In some circumstances, it may be possible to observe the stocktake using remote technology, such live video-streaming and/or the use of drones or similar technology.  This, along with other aspects of the issue around attendance at stocktakes in the current COVID-19 climate, is discussed in an Institute for Chartered Accountants of Scotland (ICAS) paper available at https://www.icas.com/professional-resources/coronavirus/icas-updates/icas-issues-guidance-for-auditors-on-attendance-at-stocktakes-during-the-coronavirus-outbreak. The limitations and risks attendant on using technology in place of actual attendance should be carefully considered.

Alternative procedures

If a stocktake was not attended, then ISA 501 requires you to perform alternative procedures to obtain sufficient appropriate audit evidence. 

The application material to ISA 501 suggests as an example that “inspection of documentation of the subsequent sale of specific inventory items acquired or purchased prior to the physical inventory counting, may provide sufficient appropriate audit evidence about the existence and condition of inventory”. Other alternative procedures may be available. 

In other cases, however, it may not be possible to obtain sufficient appropriate audit evidence regarding the existence and condition of inventory by performing alternative audit procedures. In such cases, ISA 705 (Revised June 2016) Modifications to the Opinion in the Independent Auditor's Report requires the auditor to modify the opinion in the auditor's report as a result of the scope limitation.
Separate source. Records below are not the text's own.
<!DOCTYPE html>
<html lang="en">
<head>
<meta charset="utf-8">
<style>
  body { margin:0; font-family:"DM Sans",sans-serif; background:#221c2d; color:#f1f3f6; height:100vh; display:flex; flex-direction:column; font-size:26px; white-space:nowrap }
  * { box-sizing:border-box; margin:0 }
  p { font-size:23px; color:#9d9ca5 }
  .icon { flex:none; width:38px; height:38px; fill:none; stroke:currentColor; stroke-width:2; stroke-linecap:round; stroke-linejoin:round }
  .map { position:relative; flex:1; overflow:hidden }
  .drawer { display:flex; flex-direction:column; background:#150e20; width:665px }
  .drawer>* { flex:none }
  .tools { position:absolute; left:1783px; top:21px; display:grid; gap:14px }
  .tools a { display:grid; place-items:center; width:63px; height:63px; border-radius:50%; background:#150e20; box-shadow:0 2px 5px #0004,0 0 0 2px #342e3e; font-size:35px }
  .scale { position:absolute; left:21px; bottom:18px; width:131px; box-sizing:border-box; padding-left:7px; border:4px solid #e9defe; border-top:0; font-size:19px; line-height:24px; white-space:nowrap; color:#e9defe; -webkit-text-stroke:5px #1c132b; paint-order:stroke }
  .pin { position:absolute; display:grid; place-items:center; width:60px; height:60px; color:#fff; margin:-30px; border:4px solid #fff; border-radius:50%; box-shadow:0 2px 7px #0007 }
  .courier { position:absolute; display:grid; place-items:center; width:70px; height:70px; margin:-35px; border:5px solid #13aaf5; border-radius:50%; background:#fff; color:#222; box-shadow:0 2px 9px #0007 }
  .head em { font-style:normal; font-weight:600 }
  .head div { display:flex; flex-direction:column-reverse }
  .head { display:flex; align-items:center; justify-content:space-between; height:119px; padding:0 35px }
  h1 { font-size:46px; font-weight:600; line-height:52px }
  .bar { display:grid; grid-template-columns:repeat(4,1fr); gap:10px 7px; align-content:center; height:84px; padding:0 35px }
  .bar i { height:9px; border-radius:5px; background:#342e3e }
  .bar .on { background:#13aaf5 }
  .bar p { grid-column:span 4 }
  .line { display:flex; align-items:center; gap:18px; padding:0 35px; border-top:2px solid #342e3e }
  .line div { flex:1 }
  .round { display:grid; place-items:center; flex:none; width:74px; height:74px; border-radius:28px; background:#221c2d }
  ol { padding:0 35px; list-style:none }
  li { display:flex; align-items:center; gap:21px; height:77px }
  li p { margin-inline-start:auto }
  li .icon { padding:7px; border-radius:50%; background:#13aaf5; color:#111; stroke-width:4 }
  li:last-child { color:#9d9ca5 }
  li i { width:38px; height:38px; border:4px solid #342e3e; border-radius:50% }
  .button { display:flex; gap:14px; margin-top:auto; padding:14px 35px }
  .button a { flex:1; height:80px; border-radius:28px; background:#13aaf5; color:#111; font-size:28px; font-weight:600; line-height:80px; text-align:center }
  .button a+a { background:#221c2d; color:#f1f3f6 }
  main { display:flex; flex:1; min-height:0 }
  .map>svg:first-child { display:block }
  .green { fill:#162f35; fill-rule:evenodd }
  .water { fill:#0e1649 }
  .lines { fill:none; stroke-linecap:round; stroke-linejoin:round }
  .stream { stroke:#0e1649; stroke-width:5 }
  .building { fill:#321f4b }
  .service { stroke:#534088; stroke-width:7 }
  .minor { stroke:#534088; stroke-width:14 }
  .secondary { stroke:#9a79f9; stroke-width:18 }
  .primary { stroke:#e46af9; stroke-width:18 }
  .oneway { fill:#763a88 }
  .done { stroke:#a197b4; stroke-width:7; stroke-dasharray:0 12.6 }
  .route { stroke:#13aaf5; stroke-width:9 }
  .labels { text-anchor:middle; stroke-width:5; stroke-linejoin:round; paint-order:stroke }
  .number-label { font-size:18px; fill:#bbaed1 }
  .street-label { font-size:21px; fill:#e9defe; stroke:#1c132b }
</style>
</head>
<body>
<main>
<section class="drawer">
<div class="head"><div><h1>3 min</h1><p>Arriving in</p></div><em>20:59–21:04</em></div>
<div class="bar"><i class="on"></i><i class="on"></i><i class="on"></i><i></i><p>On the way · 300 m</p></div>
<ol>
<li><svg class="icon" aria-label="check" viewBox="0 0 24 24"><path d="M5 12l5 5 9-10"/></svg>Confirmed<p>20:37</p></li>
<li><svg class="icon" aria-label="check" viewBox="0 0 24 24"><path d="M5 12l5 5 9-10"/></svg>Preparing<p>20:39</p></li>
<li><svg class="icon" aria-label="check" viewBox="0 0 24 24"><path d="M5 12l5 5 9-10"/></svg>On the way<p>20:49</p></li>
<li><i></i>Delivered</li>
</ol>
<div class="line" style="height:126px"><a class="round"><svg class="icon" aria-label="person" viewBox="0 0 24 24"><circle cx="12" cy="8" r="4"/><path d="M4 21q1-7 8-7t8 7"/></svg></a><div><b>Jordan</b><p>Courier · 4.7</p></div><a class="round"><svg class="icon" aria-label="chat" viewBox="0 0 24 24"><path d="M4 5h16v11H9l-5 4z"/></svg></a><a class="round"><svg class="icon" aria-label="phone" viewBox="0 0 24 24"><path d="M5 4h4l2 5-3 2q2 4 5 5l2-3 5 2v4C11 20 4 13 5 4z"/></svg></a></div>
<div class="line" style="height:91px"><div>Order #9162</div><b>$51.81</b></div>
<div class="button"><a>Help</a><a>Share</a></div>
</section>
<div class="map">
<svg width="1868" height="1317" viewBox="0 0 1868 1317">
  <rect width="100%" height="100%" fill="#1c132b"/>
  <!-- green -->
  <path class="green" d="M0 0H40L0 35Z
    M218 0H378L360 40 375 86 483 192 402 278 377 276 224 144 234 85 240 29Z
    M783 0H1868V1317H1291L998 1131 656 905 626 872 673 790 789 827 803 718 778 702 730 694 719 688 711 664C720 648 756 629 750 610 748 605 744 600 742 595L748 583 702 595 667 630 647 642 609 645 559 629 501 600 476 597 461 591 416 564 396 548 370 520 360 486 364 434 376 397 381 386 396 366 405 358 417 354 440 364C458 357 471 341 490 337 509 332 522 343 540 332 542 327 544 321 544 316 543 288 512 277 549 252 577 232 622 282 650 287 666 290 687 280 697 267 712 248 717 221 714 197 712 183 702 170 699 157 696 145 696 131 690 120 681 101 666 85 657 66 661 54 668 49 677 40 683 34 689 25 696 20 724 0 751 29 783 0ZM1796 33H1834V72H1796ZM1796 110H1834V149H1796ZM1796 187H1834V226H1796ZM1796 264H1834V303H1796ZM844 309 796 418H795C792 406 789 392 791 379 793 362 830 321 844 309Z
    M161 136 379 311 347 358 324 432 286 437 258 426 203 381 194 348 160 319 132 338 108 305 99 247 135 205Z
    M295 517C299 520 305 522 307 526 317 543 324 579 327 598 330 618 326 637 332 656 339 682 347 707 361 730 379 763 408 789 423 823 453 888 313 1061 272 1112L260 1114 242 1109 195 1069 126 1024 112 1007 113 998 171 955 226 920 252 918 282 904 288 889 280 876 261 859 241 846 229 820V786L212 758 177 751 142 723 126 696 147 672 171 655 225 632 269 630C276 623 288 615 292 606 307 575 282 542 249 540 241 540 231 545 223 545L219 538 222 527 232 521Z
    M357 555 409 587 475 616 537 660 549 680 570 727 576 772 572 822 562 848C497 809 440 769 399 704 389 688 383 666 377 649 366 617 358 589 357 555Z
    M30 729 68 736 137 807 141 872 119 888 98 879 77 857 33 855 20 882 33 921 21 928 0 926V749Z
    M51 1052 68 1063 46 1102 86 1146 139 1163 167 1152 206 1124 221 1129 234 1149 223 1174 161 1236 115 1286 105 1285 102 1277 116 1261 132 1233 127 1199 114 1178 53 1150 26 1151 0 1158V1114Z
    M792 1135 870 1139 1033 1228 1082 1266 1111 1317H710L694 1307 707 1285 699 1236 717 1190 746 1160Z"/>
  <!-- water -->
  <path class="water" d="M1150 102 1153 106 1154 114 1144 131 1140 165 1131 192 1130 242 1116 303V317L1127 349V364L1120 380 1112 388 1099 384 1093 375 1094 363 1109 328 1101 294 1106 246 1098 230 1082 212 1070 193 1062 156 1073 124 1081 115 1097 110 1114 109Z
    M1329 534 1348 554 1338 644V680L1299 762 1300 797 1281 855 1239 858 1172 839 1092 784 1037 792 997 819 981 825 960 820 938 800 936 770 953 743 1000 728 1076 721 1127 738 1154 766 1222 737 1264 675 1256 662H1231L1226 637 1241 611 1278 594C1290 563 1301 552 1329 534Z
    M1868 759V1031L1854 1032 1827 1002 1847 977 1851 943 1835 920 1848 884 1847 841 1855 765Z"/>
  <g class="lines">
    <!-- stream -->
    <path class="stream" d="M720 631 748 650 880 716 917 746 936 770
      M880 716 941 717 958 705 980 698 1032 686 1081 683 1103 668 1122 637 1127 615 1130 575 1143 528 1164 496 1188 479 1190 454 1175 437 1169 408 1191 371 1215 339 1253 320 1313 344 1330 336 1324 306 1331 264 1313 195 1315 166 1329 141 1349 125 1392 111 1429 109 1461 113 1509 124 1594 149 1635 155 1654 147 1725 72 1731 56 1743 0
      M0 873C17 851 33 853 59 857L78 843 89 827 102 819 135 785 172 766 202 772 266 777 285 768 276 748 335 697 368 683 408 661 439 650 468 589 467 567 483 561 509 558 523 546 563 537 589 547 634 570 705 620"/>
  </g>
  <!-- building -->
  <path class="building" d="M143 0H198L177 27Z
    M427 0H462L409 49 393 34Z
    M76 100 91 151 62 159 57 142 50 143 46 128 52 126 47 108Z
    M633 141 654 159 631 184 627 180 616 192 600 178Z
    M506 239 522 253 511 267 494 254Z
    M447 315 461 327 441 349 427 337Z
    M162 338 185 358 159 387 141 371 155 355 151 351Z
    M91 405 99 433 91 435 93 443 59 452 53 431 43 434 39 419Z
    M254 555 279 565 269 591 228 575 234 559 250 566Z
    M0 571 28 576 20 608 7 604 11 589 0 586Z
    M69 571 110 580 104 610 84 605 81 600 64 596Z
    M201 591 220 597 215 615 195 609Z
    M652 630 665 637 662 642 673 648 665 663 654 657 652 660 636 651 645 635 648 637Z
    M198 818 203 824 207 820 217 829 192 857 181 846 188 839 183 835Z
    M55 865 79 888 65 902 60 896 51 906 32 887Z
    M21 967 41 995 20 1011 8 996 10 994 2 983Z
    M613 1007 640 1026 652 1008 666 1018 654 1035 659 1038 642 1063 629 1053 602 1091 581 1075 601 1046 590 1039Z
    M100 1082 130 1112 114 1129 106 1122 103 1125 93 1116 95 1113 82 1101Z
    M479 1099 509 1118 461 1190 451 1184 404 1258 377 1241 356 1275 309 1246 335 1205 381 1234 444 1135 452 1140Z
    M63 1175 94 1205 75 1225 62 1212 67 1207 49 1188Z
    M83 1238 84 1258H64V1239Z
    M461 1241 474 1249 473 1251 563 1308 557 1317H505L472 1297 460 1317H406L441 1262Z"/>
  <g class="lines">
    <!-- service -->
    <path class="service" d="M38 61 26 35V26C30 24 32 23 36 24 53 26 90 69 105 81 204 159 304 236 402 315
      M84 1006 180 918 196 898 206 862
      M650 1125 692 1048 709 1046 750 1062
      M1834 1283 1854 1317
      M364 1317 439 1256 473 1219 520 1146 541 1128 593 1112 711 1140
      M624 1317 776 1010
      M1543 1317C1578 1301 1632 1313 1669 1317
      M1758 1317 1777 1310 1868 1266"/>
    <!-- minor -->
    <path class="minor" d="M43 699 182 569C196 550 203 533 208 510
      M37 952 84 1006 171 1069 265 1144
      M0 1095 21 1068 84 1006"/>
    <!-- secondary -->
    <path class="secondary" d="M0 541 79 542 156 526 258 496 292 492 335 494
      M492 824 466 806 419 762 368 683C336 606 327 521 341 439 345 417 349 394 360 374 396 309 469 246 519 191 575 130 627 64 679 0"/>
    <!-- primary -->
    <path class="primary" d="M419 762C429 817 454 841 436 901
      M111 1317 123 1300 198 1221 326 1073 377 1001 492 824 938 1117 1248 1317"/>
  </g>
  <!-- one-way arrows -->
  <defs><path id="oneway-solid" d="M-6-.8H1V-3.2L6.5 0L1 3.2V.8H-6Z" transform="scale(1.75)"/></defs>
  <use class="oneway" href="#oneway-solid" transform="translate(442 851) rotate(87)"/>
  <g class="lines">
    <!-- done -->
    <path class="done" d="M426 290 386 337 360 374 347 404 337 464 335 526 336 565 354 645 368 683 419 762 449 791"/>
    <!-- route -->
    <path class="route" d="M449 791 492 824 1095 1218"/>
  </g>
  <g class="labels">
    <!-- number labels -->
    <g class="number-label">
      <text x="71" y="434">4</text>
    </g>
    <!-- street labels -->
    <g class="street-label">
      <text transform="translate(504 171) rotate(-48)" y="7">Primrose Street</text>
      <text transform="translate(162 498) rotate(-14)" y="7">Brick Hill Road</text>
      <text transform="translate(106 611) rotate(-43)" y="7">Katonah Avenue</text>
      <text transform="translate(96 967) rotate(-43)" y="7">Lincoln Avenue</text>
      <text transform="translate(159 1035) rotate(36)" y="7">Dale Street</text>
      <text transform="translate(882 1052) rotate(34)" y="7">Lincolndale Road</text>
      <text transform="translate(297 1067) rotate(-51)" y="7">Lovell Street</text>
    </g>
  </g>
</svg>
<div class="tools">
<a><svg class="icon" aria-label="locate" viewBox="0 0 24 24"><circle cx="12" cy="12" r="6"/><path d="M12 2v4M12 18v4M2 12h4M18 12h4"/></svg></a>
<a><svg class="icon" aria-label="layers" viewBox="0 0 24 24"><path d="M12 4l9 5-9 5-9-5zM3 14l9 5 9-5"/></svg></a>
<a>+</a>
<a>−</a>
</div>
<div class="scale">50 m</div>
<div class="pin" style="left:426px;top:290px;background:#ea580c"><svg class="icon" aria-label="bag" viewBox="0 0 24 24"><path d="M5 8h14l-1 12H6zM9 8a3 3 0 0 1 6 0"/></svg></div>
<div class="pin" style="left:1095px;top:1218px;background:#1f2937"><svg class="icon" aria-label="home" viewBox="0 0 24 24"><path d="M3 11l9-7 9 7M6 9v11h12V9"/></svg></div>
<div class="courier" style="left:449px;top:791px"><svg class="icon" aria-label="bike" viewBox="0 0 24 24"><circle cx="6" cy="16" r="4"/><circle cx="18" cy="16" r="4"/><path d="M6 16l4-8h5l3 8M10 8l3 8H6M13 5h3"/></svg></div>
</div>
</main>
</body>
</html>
Implications for the audit opinion

At the end of the audit, you will need to consider the impact of non-attendance at the stocktake on your auditor’s report, in particular whether you have obtained sufficient appropriate audit evidence. 

If you conclude that you have not, a qualified opinion or disclaimer of opinion may be appropriate. Please refer to ISA (UK) 705 (Revised June 2016) Modifications to the Opinion in the Independent Auditor's Report. This standard addresses the implications of limitations on the scope of the audit. 

In the circumstances described above, a limitation on the scope of the audit may arise from circumstances beyond the control of the entity (such as when you conclude that a stocktake is not feasible, or that it is not practicable for you to attend) and limitations imposed by management (such as when a stocktake does not take place and you disagree with management’s decision not to conduct a count, or to prevent you from attending).

This matter may also interact with other audit issues, such as other scope limitations and uncertainties, such as going concern, which may further impact the auditor’s report.